WHAT IS NEEDED => Everything from the line containing "position:absolute; translate:-50% -41px;" through the line containing "flex:none; width:28px; height:28px;" should be repeated exactly, and nothing else from the data.
------------------------------------------------------------
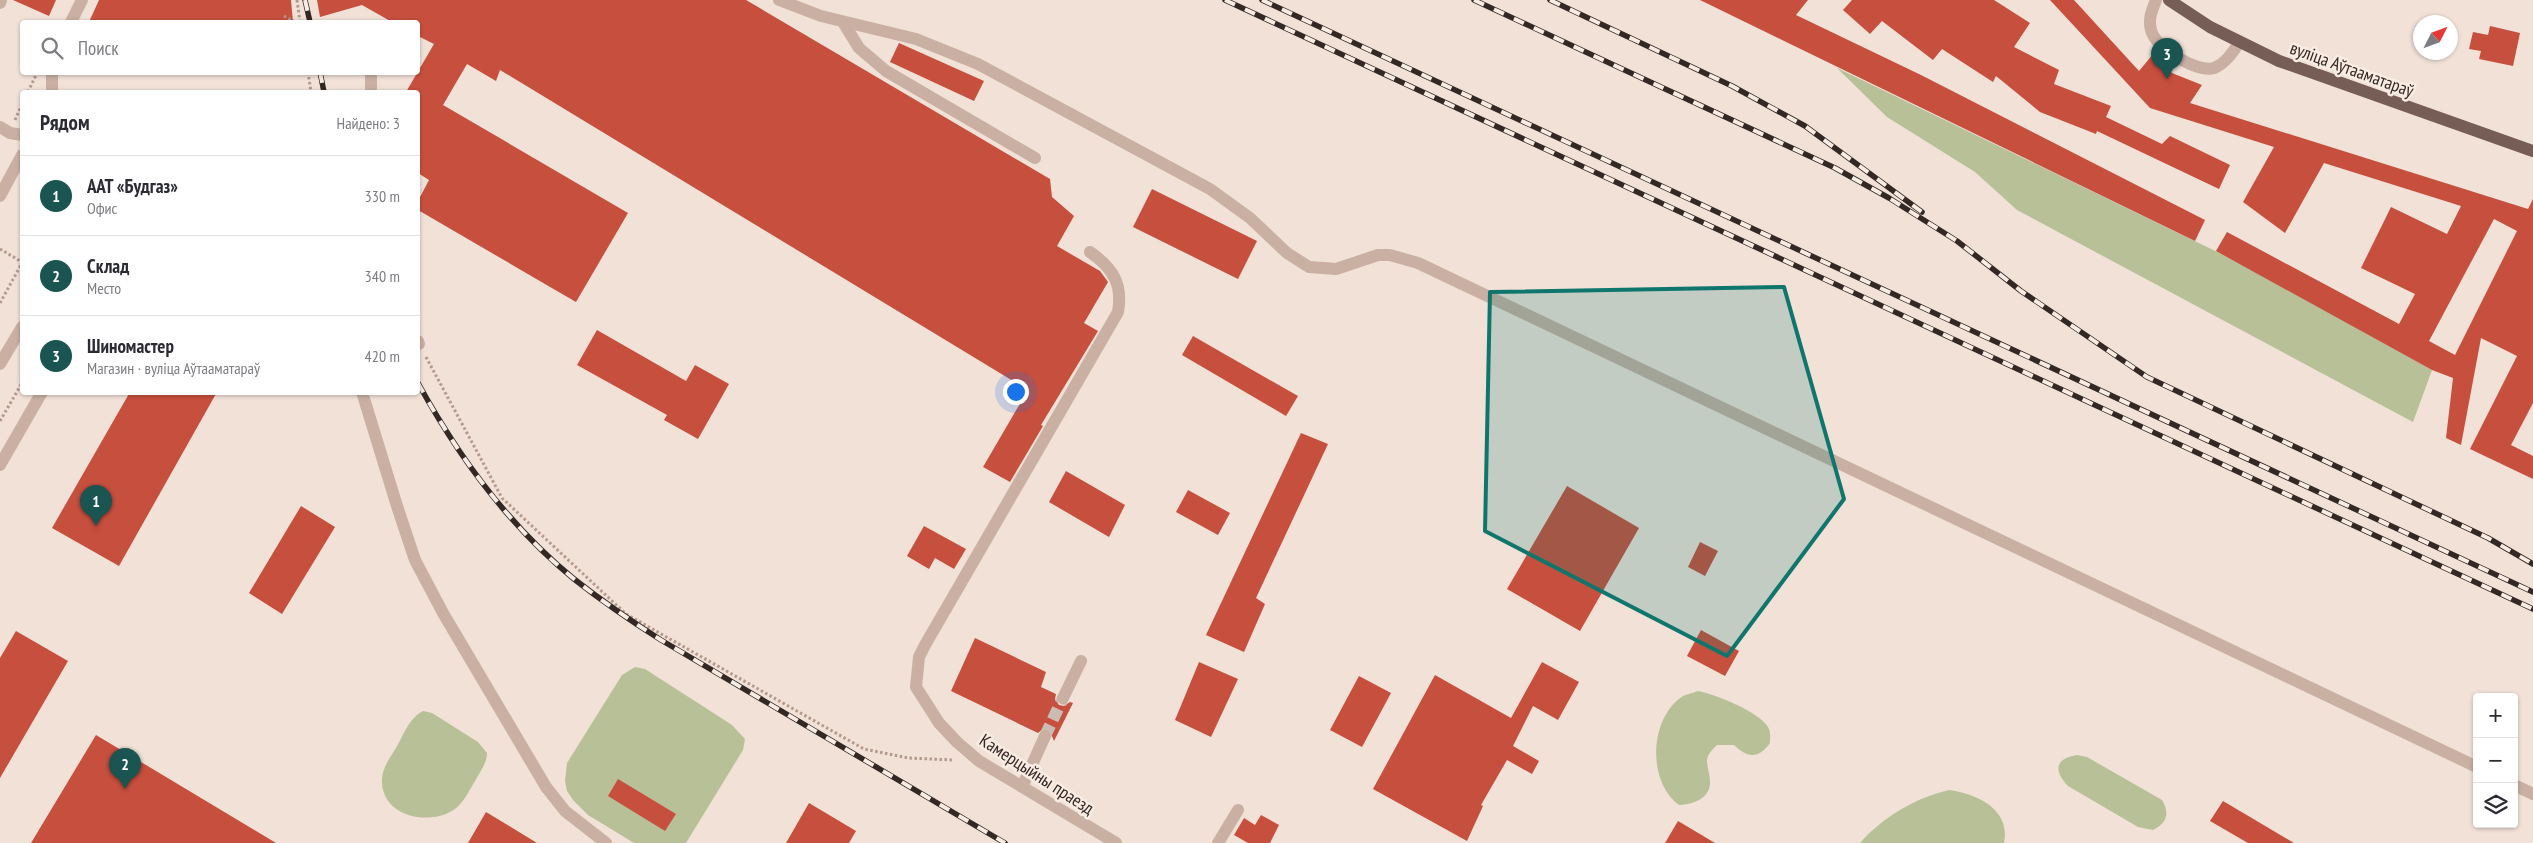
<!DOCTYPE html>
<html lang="ru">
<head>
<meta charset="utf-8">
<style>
	body { margin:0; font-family:"PT Sans Narrow",sans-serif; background:#f7f7f7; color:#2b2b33 }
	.controls { position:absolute; right:15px; bottom:15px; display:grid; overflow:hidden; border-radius:5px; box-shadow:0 1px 4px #0004 }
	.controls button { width:45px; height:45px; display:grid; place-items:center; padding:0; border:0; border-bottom:1px solid #e1e1e2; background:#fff; color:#2b2b33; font:25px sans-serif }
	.compass { position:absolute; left:2413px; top:15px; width:45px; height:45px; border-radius:50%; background:#fff; box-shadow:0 1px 4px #0004; rotate:48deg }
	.you { position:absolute; left:1015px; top:391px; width:18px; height:18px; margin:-12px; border:4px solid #fff; border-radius:50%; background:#1a73e8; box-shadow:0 0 0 8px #1a73e833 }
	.badge { display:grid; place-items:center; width:32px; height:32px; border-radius:50%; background:#1b5552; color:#fff; font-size:16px; font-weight:700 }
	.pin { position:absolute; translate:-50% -41px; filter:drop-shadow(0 1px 2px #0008) }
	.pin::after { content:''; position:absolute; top:26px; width:18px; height:15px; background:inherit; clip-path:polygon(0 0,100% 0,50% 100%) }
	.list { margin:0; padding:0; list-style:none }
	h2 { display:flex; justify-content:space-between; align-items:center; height:65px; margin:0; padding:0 20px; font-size:21px }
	h2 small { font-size:16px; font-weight:400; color:#7c7c81 }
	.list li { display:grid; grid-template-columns:32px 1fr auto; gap:15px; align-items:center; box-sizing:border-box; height:80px; padding:0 20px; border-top:1px solid #e1e1e2 }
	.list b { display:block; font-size:19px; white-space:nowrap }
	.list p { margin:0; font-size:16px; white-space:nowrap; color:#7c7c81 }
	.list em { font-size:16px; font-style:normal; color:#7c7c81 }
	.icon { flex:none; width:28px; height:28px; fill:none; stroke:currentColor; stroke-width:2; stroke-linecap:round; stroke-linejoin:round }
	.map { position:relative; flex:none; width:2533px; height:843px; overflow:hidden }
	.search { position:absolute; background:#fff; box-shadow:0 1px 4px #0004; left:20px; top:20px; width:400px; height:55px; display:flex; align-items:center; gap:12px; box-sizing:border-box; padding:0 18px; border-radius:5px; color:#7c7c81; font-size:19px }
	.panel { position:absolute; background:#fff; box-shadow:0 1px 4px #0004; left:20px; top:90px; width:400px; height:305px; border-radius:5px }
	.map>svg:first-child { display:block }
	.green { fill:#b7c097 }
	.building { fill:#c74f3e; fill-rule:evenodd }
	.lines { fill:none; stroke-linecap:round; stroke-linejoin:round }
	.minor-tunnel { stroke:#cbbcb3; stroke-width:12; stroke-dasharray:12 6; stroke-linecap:butt }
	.path { stroke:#b4998d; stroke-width:3; stroke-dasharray:2.5 2.5; stroke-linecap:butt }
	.minor { stroke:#c9b0a3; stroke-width:12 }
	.major { stroke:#765d56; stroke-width:12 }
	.rail-casing { stroke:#342825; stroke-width:5.5 }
	.rail { stroke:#f9ece3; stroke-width:4; stroke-dasharray:11; stroke-linecap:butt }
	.marked { fill:#0f766e; fill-opacity:0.2; stroke:#0f766e; stroke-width:4; stroke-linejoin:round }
	.labels { text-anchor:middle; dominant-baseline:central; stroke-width:5; stroke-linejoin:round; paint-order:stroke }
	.street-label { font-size:18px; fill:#342825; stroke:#f9ece3 }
</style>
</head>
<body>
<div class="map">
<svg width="2533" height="843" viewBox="0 0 2533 843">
	<rect width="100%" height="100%" fill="#f1e1d7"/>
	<path class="green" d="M1837 68 2236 261 2432 370 2413 422 2017 210 1975 172 1887 117Z
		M635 667 645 669 732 725 745 739 743 750 686 843H634L588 815 573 800 567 791 565 781 567 763 622 675Z
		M1698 691C1715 694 1759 712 1768 727 1771 732 1770 737 1770 743 1759 759 1747 758 1734 745H1717C1713 749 1707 754 1707 761 1707 767 1710 774 1710 781 1711 798 1694 804 1679 805 1647 782 1649 718 1683 696 1687 694 1694 693 1698 691Z
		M423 711 432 713 478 742 487 753C487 763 480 772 475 781 469 791 464 802 455 809 431 826 384 818 382 783 381 770 389 759 396 748 403 736 409 718 423 711Z
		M2077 755 2087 757 2162 800C2170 813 2167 823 2153 830L2138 827 2068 786C2054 771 2054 759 2077 755Z
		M1949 790C1977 794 2011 809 2004 843H1860C1883 817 1915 798 1949 790Z"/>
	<path class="building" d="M13 0H56L49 16Z
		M99 0H291L293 22H89Z
		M317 0H746L1050 179 1052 197 1074 216 1057 246 1100 271 1108 282 1084 323 1098 331 1041 425 1043 426 1010 482 983 467 1028 390 500 70 496 81 467 64 443 105 628 213 576 302 418 210V201L429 180 418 173V92H406L434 44 418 36V22H392L362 5 320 17Z
		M1700 0H1808L1796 15 1921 75 2205 220 2195 241Z
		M1852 0H1994L2030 23 2014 47 2059 70 2054 84 2111 106 2106 117 2162 144 2170 136 2230 165 2219 189 2097 131 2096 134 2040 112 1996 76 1993 82 1942 49 1933 60 1882 21 1870 34 1843 10Z
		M2050 0H2074L2139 71 2154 53 2172 73 2202 85 2190 103 2528 209 2533 199V403L2511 445 2533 456V479L2470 449 2517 356 2481 338 2461 445 2446 438 2453 378 2432 370 2216 251 2227 232 2399 324 2415 294 2361 268 2391 207 2447 234 2461 206 2324 163 2285 233 2243 202 2274 147 2150 108ZM2494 219 2517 231 2455 355 2429 341Z
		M2490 26 2520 33 2513 66 2479 59 2481 51 2469 49 2473 32 2488 35Z
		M899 43 984 81 974 101 890 62Z
		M1152 189 1257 241 1238 279 1133 227Z
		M597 330 686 381 695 365 729 384 698 439 664 420 667 415 577 365Z
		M1193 336 1298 396 1286 416 1182 355Z
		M130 392H217L119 566 52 528Z
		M1301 433 1328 444 1256 598 1265 604 1244 652 1206 635Z
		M1066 471 1125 505 1109 537 1049 502Z
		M1567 486 1639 528 1580 631 1507 589Z
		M1188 490 1230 513 1218 535 1176 512Z
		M301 506 335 527 282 614 249 593Z
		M924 526 966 549 954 569 935 558 929 569 907 556Z
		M1700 542 1718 551 1705 576 1688 567Z
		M1701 630 1739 651 1725 676 1687 656Z
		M16 631 68 661 0 778V658Z
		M975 638 1046 672 1041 687 1056 694 1055 699 1059 705 1064 706 1070 702 1073 703 1054 741 1049 729 1044 728 1038 733 951 691Z
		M1199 662 1238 679 1211 737 1175 720Z
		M1542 662 1579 682 1558 720 1533 706 1513 746 1539 761 1532 774 1507 760 1481 805 1483 806 1467 841 1373 789 1435 675 1511 718Z
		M1359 676 1391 693 1362 747 1330 730Z
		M96 735 276 843H31Z
		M618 779 676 814 665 831 608 796Z
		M2223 801 2294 843H2248L2210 821Z
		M809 803 856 831 849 843H786Z
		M486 812 537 843H468Z
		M1261 815 1279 825 1270 843H1248L1234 835 1244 818 1255 825Z
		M1678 821 1715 843H1665Z"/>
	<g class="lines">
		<path class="minor-tunnel" d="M1045 736 1063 698"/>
		<path class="path" d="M297 0 300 22
			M284 16 295 22
			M308 72 311 92
			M28 92 36 75
			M15 120 22 104
			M0 249 22 262
			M0 303 22 263
			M426 357 502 498 626 614 864 749 908 758 953 760
			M0 421 22 383"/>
		<path class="minor" d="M779 0 821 16 916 39 978 64 1210 189 1250 218 1287 253 1309 267 1336 269 1378 255H1390L1418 263 2477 767
			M2156 0C2152 10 2148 19 2151 30 2155 48 2197 73 2214 68 2225 64 2233 52 2239 43
			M0 3 1 0
			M71 22 82 0
			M843 22 859 48 886 71 1035 158
			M371 72V92
			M52 92V72
			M0 127 10 133 22 135
			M0 196 22 155
			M1090 252C1113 268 1123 284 1118 312L925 645 919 657 916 687 939 723 957 742 979 761 1116 843
			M418 341 419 344
			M0 364 22 327
			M362 392 397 506 415 560 443 613 546 787 565 811 606 843
			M0 465 42 392
			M1063 698 1081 661
			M2514 785 2533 794
			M1022 787 1045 736
			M1218 843 1238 810"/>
		<path class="major" d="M2169 0 2210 27 2279 61 2533 151"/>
		<defs>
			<path id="rail" d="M305 0 310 22
				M1225 0 2533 609
				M1262 0 2533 592
				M1474 0 1835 168 1889 198 1957 241 2021 291 2147 377 2488 538 2533 564
				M1550 0 1732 86 1805 126 1922 212
				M320 72 324 92
				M418 383C458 456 509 526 574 579 602 601 631 621 661 640L1005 843"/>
		</defs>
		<use href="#rail" class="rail-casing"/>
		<use href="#rail" class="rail"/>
	</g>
	<path class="marked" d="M1784 287 1844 499 1727 656 1485 531 1490 292Z"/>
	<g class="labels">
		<g class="street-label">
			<text transform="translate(2352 69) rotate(20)">вуліца Аўтааматараў</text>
			<text transform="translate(1037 774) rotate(33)">Камерцыйны праезд</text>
		</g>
	</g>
</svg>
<div class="controls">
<button>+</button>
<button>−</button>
<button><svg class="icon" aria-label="layers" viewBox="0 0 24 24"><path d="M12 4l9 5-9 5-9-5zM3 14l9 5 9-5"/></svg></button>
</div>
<svg class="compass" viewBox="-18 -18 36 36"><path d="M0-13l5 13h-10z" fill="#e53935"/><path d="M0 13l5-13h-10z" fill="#7c7c81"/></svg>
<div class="you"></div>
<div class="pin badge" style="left:96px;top:526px">1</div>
<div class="pin badge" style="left:125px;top:789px">2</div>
<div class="pin badge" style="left:2167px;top:79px">3</div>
<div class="search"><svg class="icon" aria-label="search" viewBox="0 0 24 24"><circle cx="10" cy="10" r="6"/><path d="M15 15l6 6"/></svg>Поиск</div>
<section class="panel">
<h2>Рядом<small>Найдено: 3</small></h2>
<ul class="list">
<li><span class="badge">1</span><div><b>ААТ «Будгаз»</b><p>Офис</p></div><em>330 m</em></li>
<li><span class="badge">2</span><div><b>Склад</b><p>Место</p></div><em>340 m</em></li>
<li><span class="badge">3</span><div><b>Шиномастер</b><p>Магазин · вуліца Аўтааматараў</p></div><em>420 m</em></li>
</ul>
</section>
</div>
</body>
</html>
------------------------------------------------------------
SOLVED EXERCISE =>
	.pin { position:absolute; translate:-50% -41px; filter:drop-shadow(0 1px 2px #0008) }
	.pin::after { content:''; position:absolute; top:26px; width:18px; height:15px; background:inherit; clip-path:polygon(0 0,100% 0,50% 100%) }
	.list { margin:0; padding:0; list-style:none }
	h2 { display:flex; justify-content:space-between; align-items:center; height:65px; margin:0; padding:0 20px; font-size:21px }
	h2 small { font-size:16px; font-weight:400; color:#7c7c81 }
	.list li { display:grid; grid-template-columns:32px 1fr auto; gap:15px; align-items:center; box-sizing:border-box; height:80px; padding:0 20px; border-top:1px solid #e1e1e2 }
	.list b { display:block; font-size:19px; white-space:nowrap }
	.list p { margin:0; font-size:16px; white-space:nowrap; color:#7c7c81 }
	.list em { font-size:16px; font-style:normal; color:#7c7c81 }
	.icon { flex:none; width:28px; height:28px; fill:none; stroke:currentColor; stroke-width:2; stroke-linecap:round; stroke-linejoin:round }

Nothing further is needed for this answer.